C’est ainsi qu’a débuté l’ascension de PlatinumGames, et ce qui représente sa philosophie de travail : avec la volonté de créer des jeux originaux sans se servir d’un terreau déjà cultivé et en inventant ses propres bêtes de guerre. Un credo basé sur l’unicité que l’entreprise aura cherchée et continue à défendre autant que faire se peut, tout en devant néanmoins se soumettre de loin en loin à la règle des « jeux de commande » utilisant des licences bien connues du public, l’innovation et le désir de créer du neuf ne rencontrant malheureusement pas toujours le succès mérité… Du job alimentaire en somme, à côté de la vraie passion, mais est-ce au détriment de la qualité ? Cet article vient dresser le menu de ce dont nous aura roboré ce studio atypique au fil des années.
- MadWorld (2009, Wii)
Premier essai vidéoludique de PlatinumGames (du moins sous ce nom), MadWorld est également le premier des cinq titres compris dans l’accord avec SEGA. Il avait pris un peu la presse et les joueurs par surprise, à l’époque, car la machine avait une réputation plus ou moins justifiée de console familiale ou conçue pour les jeunes joueurs. Or MadWorld, avec ses graphismes monochromes à la Sin City, son ultra-violence et son personnage jouable muni d’une tronçonneuse rétractable sur le bras, prenait agressivement le contre-pied de ce qui se faisait traditionnellement sur la Wii. Dans ce jeu d’action à la 3ème personne, on incarnait un combattant lancé dans une émission de télé-réalité en pleine ville, dans laquelle il s’agissait de massacrer tous les ennemis lancés à ses trousses. Un jeu qui sera passé sous le nez des réticents à la Wii, et on aimerait bien le revoir sur la petite dernière de Nintendo…
- Infinite Space (2009, DS)
La même année, c’est cette fois à la portable du moment de chez Big N que s’adresse le nouveau Platinum, à savoir Infinite Space. On a alors affaire à un jeu de SF alternant action, exploration, gestion d’un vaisseau… La plupart des commandes se font de manière très point’n click dans l’esprit, avec des actions à sélectionner. Infinite Space se targue notamment d’un mode compétitif à deux joueurs, ainsi que d’une aventure solo aux multiples embranchements incitant le joueur à y revenir une fois le jeu terminé.
- Bayonetta (2009, PS3 et Xbox 360, puis PC, Wii U, PS4, Xbox One, Switch)
Moins intimiste que les deux autre jeux de 2009, car ayant fait le choix judicieux de sortir sur plusieurs machines en même temps sans se restreindre au public du plombier, Bayonetta a contribué à asseoir la notoriété de PlatinumGames auprès d’un plus grand nombre de joueurs. Avec sa sorcière charismatique, son côté sexy sans exagération malvenue, son thème plutôt rare dans un jeu vidéo tournant autour du concept d’anges et de démons (on se souviendra du manga Bastard !!), et surtout, la nervosité de ses combats qui deviendra en quelque sorte la marque de fabrique de la plupart des titres Platinum, Bayonetta est sans contestation un grand beat’em up 3D. D’ailleurs, s’il nous rappellera les affrontements de certains Devil May Cry, c’est parce que Bayonetta émane du même concepteur. Et cette OST…
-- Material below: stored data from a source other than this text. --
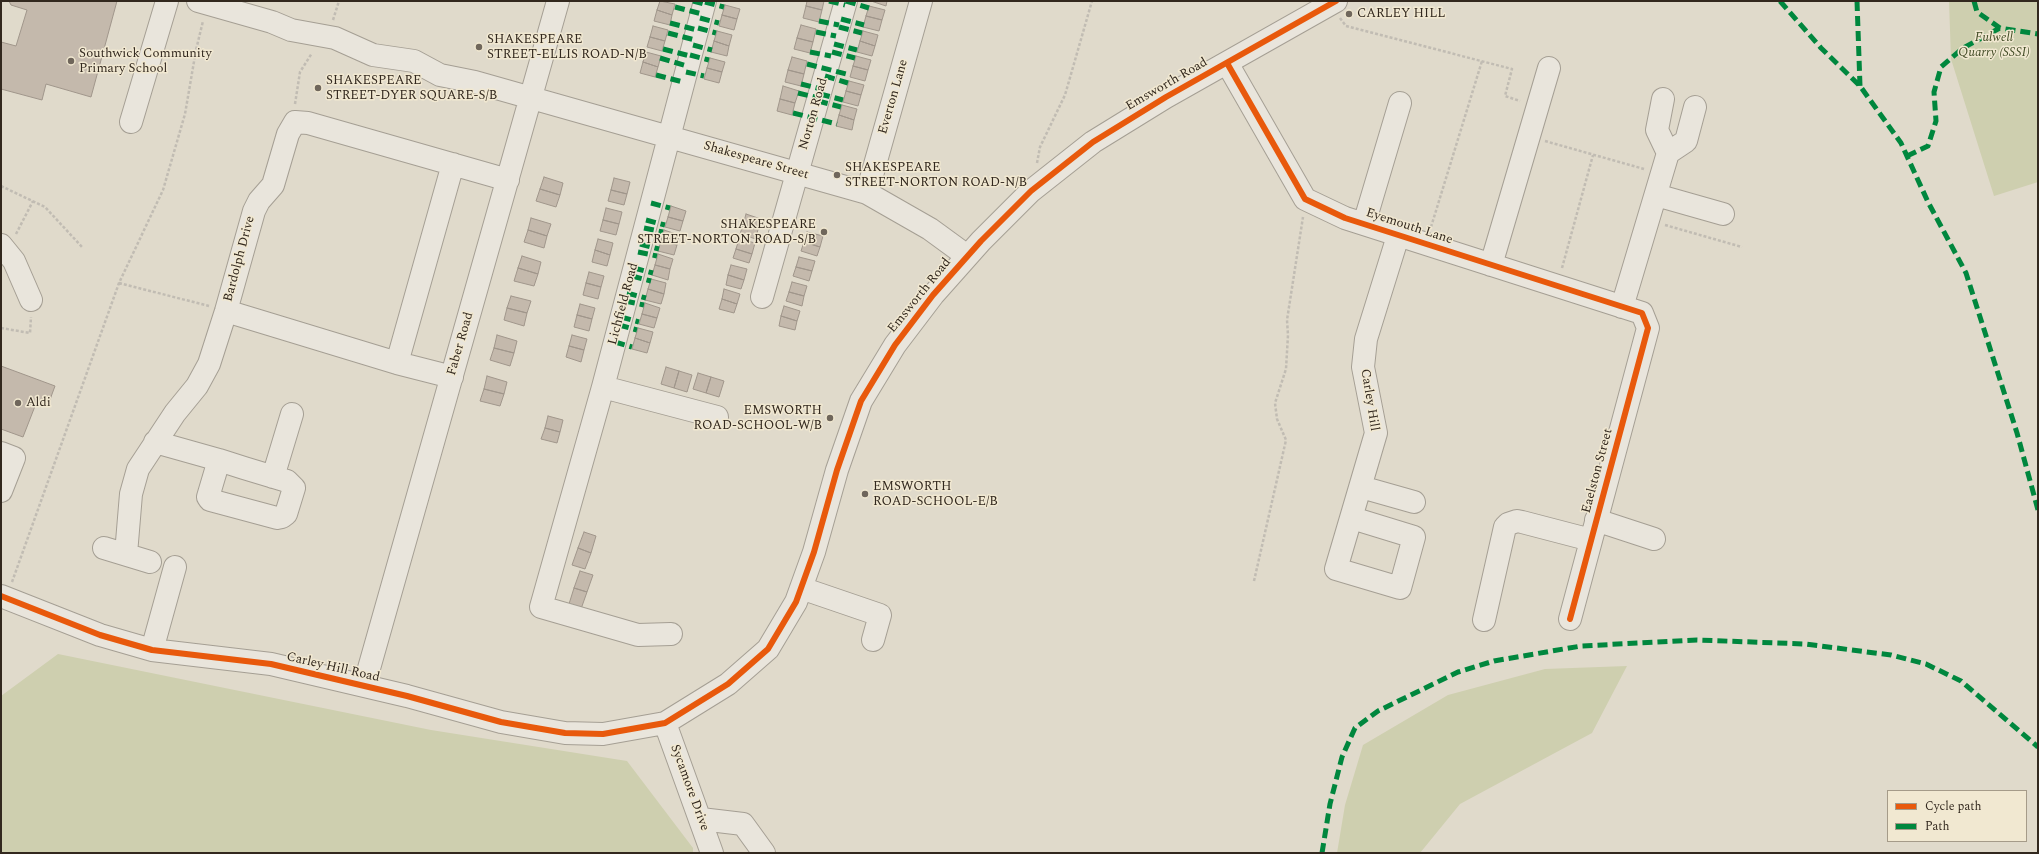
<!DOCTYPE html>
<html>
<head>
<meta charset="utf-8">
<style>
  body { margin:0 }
  #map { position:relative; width:2039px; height:854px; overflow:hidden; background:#e0dacb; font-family:Spectral,serif }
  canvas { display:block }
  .frame { position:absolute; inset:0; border:2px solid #32281e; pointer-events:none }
  .legend { position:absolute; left:1887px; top:790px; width:140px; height:52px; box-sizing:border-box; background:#f1e8d1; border:1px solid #a59b89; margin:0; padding:5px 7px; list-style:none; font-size:12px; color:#32281e }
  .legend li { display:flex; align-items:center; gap:8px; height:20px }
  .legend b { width:20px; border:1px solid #a59b89 }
</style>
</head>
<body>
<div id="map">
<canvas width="2039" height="854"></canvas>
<div class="frame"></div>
<ul class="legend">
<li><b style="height:5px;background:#e8590c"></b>Cycle path</li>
<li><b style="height:5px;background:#00873e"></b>Path</li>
</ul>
</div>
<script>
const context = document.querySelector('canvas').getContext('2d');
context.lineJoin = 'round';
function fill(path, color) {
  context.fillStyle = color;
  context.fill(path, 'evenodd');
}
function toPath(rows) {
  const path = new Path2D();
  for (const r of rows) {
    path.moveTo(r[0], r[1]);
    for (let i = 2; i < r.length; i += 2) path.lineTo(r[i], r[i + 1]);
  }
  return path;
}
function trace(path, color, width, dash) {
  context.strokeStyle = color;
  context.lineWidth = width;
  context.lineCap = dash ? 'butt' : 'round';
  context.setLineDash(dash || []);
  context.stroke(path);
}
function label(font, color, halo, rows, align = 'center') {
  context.font = font + ' Spectral,serif';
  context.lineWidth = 3;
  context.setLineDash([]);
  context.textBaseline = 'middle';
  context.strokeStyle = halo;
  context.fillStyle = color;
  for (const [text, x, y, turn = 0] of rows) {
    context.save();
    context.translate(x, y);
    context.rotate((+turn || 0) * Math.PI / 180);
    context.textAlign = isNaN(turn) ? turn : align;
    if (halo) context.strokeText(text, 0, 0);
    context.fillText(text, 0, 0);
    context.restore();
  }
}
fill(toPath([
  [1949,1,2038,1,2038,182,1994,196,1951,59],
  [58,654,431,730,627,761,693,848,693,853,1,853,1,696],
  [1627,666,1592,733,1460,804,1420,853,1337,853,1345,805,1363,745,1448,695,1545,669]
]), '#cecfaf');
const building = toPath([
  [9,1,117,1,91,97,46,84,42,100,1,89,1,42,16,46,27,10,11,5,9,1],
  [660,1,675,4,672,15,657,10,660,1],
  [807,1,824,1,822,10,806,6,807,1],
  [871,1,887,1,886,6,871,1],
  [725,5,740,9,737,19,722,15,725,5],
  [806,6,822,10,819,22,803,18,806,6],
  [869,6,885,10,882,20,866,16,869,6],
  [657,10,672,15,670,25,654,21,657,10],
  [722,15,737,19,734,30,719,26,722,15],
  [866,16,882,20,879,31,863,27,866,16],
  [801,25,816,29,813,42,797,38,801,25],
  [653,26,668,30,665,41,650,37,653,26],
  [717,31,732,35,729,46,714,41,717,31],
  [863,31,878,35,875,46,860,41,863,31],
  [650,37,665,41,662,51,647,47,650,37],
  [797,38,813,42,810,53,794,49,797,38],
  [714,41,729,46,727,56,711,52,714,41],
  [860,41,875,46,872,56,857,52,860,41],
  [646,52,661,56,658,67,643,62,646,52],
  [856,56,871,60,868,70,853,66,856,56],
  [792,57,807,61,804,74,788,70,792,57],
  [710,58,725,62,722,72,707,68,710,58],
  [643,62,658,67,655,77,640,73,643,62],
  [853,66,868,70,865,81,850,77,853,66],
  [707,68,722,72,719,83,704,79,707,68],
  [788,70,804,74,801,86,785,82,788,70],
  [849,81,864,85,861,95,846,91,849,81],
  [783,86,799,91,795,103,780,99,783,86],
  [846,91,861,95,858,106,843,102,846,91],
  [780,99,795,103,792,115,777,111,780,99],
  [842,105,857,109,854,120,839,115,842,105],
  [839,115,854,120,852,130,836,126,839,115],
  [544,177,563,183,560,195,540,189,544,177],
  [614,178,630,182,627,194,611,190,614,178],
  [540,189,560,195,556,207,536,201,540,189],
  [611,190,627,194,624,205,608,201,611,190],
  [671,206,686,211,683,221,668,217,671,206],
  [606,208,622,212,619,224,603,220,606,208],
  [746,214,761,219,758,229,743,225,746,214],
  [668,217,683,221,680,231,665,227,668,217],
  [531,218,551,224,547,236,528,230,531,218],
  [603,220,619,224,616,235,600,231,603,220],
  [743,225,758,229,756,239,740,234,743,225],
  [528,230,547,236,544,248,524,242,528,230],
  [664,230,679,235,677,245,661,241,664,230],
  [807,232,823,236,820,247,804,242,807,232],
  [598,239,613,243,610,255,595,250,598,239],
  [739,239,755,243,752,254,736,249,739,239],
  [661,241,677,245,674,255,658,251,661,241],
  [804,242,820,247,817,256,801,251,804,242],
  [736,249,752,254,749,263,733,258,736,249],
  [595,250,610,255,607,266,592,262,595,250],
  [658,254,673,259,670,269,655,265,658,254],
  [522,256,541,262,538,274,518,268,522,256],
  [799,257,815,261,812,271,796,267,799,257],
  [655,265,670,269,668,280,652,275,655,265],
  [731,265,747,269,744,280,728,275,731,265],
  [796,267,812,271,809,281,793,276,796,267],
  [518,268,538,274,534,286,514,281,518,268],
  [589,272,604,276,601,287,586,283,589,272],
  [728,275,744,280,741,289,726,285,728,275],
  [651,279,666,283,664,294,648,289,651,279],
  [792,282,807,286,804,296,789,292,792,282],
  [586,283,601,287,598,299,583,295,586,283],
  [648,289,664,294,661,304,645,300,648,289],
  [724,289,740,294,737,304,722,299,724,289],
  [789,292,804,296,802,306,786,301,789,292],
  [511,296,531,301,527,313,507,308,511,296],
  [722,299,737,304,734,313,719,309,722,299],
  [645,303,660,308,657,318,642,314,645,303],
  [580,304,595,308,592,319,577,315,580,304],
  [784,306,800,311,797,321,781,316,784,306],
  [507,308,527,313,524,326,504,320,507,308],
  [642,314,657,318,654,328,639,324,642,314],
  [577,315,592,319,589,331,574,327,577,315],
  [781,316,797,321,795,330,779,326,781,316],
  [638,328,653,332,650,343,635,338,638,328],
  [497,335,517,341,514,353,494,348,497,335],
  [572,335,587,339,584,350,569,346,572,335],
  [635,338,650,343,647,353,632,349,635,338],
  [569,346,584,350,581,362,566,357,569,346],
  [494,348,514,353,510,366,490,360,494,348],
  [1,366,55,386,48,405,37,401,23,437,1,429,1,366],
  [666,367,679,371,674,388,661,384,666,367],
  [679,371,692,375,687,392,674,388,679,371],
  [698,373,711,377,706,393,693,389,698,373],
  [487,376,507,382,504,394,484,389,487,376],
  [711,377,724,381,719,397,706,393,711,377],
  [484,389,504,394,500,406,480,401,484,389],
  [548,416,563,420,560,432,545,428,548,416],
  [545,428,560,432,557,443,541,439,545,428],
  [584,532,596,536,591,553,578,548,584,532],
  [578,548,591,553,585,569,572,565,578,548],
  [580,571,593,575,587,592,574,588,580,571],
  [574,588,587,592,581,609,569,604,574,588]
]);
fill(building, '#c4b9ac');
trace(building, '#a0968b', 1);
const minor = toPath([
  [198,1,272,22,291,30,335,38,373,55,414,61,440,75,475,82,867,193,930,229,967,256],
  [1227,63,1305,199,1345,218,1642,313,1648,328,1570,619],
  [131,122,167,1],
  [1668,153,1686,141,1695,107],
  [867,193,921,1],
  [1656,195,1723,214],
  [1364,224,1400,103],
  [1,245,14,261,31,300],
  [1491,265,1549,68],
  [762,297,846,1],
  [1622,307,1668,153,1657,130,1663,99],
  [226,311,397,363,452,377],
  [397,363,453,164],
  [603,387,717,417],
  [155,442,219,460,244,468,287,481,294,488,286,514,282,517,277,518,210,500,208,497,219,460],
  [1,453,14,458,1,491],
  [273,477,292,414],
  [1361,487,1414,502],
  [1352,518,1414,537,1400,588,1336,569,1376,433,1363,367,1366,339,1398,236],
  [1596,520,1654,539],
  [104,548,150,562],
  [126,554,131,494,138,469,175,413,197,386,209,364,226,311,254,211,259,201,273,185,288,134,295,122,308,123,508,180],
  [801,588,880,615,873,640],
  [1,596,100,635,152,650,271,664,407,696,501,722,565,733,603,734,665,723,728,684,768,649,796,602,814,552,837,470,861,401,895,345,933,295,981,241,1031,191,1093,142,1166,97,1336,1],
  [1484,620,1505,527,1508,524,1517,521,1522,522,1591,540],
  [671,634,638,635,541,607,603,387,705,1],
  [152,650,175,567],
  [364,686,558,1],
  [665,723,712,853],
  [701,819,743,824,764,853]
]);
trace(minor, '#a59f94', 24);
trace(toPath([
  [1340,18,1346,26,1512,69,1505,96,1520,101],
  [333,20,339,1],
  [295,104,300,72,312,53],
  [1545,141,1644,169],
  [1037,163,1040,147,1065,95,1092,1],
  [1,186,45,207,83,248],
  [1665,225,1742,247],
  [1431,227,1482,61],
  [16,234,33,201],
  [1562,268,1593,155],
  [119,283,209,306],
  [1,328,30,333,31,317],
  [1254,581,1286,440,1277,419,1275,403,1286,369,1288,335,1287,320,1303,217],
  [12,582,119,283,163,190,185,114,196,50,203,21]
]), '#c1bcb3', 2.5, [3, 2]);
trace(minor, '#e9e5dc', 22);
trace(toPath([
  [693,1,704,4],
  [829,1,845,5],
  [846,1,869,8],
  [1780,1,1821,48,1860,86,1901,143,1928,202,1966,273,2017,433,2038,510],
  [1857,1,1860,86],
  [1974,1,1977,12,2000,28,2038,34],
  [705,2,724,7],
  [675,7,702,14],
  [700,18,719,23],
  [841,19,864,25],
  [819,21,839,25],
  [670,23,697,30],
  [839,27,862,33],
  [698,28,716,33],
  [816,32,836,36],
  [668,33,695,40],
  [834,44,857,50],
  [693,45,712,50],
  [663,49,690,56],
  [810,52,831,56],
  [832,52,855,58],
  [690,55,709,60],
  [660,58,687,66],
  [807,64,850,75],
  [686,72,704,76],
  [656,75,683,82],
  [825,76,848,83],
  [801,84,821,89],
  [798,93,819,98],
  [820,94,843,100],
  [818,101,841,107],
  [793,113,837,124],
  [1907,156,1928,146,1936,121,1934,92,1941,67,1963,48,2000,28],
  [651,203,670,208],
  [646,220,665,225],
  [644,228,663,232],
  [640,244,659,249],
  [638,252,657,256],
  [634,268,653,273],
  [632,276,651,281],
  [627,293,646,298],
  [625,301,644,305],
  [621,317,639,322],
  [619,325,637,330],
  [615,342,632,347],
  [1322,853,1330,804,1342,757,1355,728,1378,711,1458,672,1494,661,1581,646,1697,640,1805,644,1891,655,1926,664,1961,681,2038,747]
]), '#00873e', 5, [10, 5]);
trace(toPath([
  [1227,63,1305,199,1345,218,1642,313,1648,328,1570,619],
  [1,596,100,635,152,650,271,664,407,696,501,722,565,733,603,734,665,723,728,684,768,649,796,602,814,552,837,470,861,401,895,345,933,295,981,241,1031,191,1093,142,1166,97,1336,1]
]), '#e8590c', 6);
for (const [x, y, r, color] of [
  [1349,14,4,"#6f665b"],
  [479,47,4,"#6f665b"],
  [71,61,4,"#6f665b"],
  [318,88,4,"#6f665b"],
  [837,175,4,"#6f665b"],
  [824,232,4,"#6f665b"],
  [18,403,4,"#6f665b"],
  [830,418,4,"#6f665b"],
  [865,494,4,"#6f665b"]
]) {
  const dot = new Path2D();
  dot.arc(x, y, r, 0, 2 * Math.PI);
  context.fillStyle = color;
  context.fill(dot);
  trace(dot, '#f1e8d1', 1.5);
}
label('13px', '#32281e', '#f1e8d1', [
  ["CARLEY HILL",1357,14],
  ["SHAKESPEARE",487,40],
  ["STREET-ELLIS ROAD-N/B",487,55],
  ["Southwick Community",79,54],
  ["Primary School",79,69],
  ["SHAKESPEARE",326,81],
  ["STREET-DYER SQUARE-S/B",326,96],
  ["SHAKESPEARE",845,168],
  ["STREET-NORTON ROAD-N/B",845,183],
  ["SHAKESPEARE",816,225,"right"],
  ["STREET-NORTON ROAD-S/B",816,240,"right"],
  ["Aldi",26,403],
  ["EMSWORTH",822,411,"right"],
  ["ROAD-SCHOOL-W/B",822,426,"right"],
  ["EMSWORTH",873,487],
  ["ROAD-SCHOOL-E/B",873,502]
], 'left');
label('italic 13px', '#434d27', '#f1e8d1', [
  ["Fulwell",1994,38],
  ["Quarry (SSSI)",1994,53]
]);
label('13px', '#32281e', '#f1e8d1', [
  ["Emsworth Road",1167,85,-30],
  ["Everton Lane",894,97,-74],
  ["Norton Road",814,114,-74],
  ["Shakespeare Street",756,161,16],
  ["Eyemouth Lane",1409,227,18],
  ["Bardolph Drive",240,259,-75],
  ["Emsworth Road",920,296,-51],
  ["Lichfield Road",624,304,-75],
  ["Faber Road",461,344,-74],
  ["Carley Hill",1369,400,81],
  ["Eaelston Street",1598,471,-75],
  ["Carley Hill Road",333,668,13],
  ["Sycamore Drive",689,788,70]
]);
</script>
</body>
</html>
- Vanquish (2010, PS3 et Xbox 360, puis PC, PS4, Xbox One)
Un an après Bayonetta, PlatinumGames enfonce le clou avec Vanquish, qui se démarque à nouveau de son aîné tout en conservant l’énergie désormais caractéristique du studio. L’aspect beat’em up est toujours un peu présent, mais on a plutôt affaire ici, pour résumer grassement, à du Gears of War-like survitaminé, dans lequel ça fuse dans tous les sens et où les balles perdues ne sont pas perdues pour tout le monde. Conçu par Shinji Mikami (Resident Evil, God Hand, The Evil Within…), le jeu est une bombe de frénésie qui part dans tous les sens, et qui repose notamment surtout sur son concept de glissades boostées par l’armure du personnage. Diablement efficace, l’action à 100 à l’heure épuisante compense la durée de vie souvent jugée assez légère par la critique.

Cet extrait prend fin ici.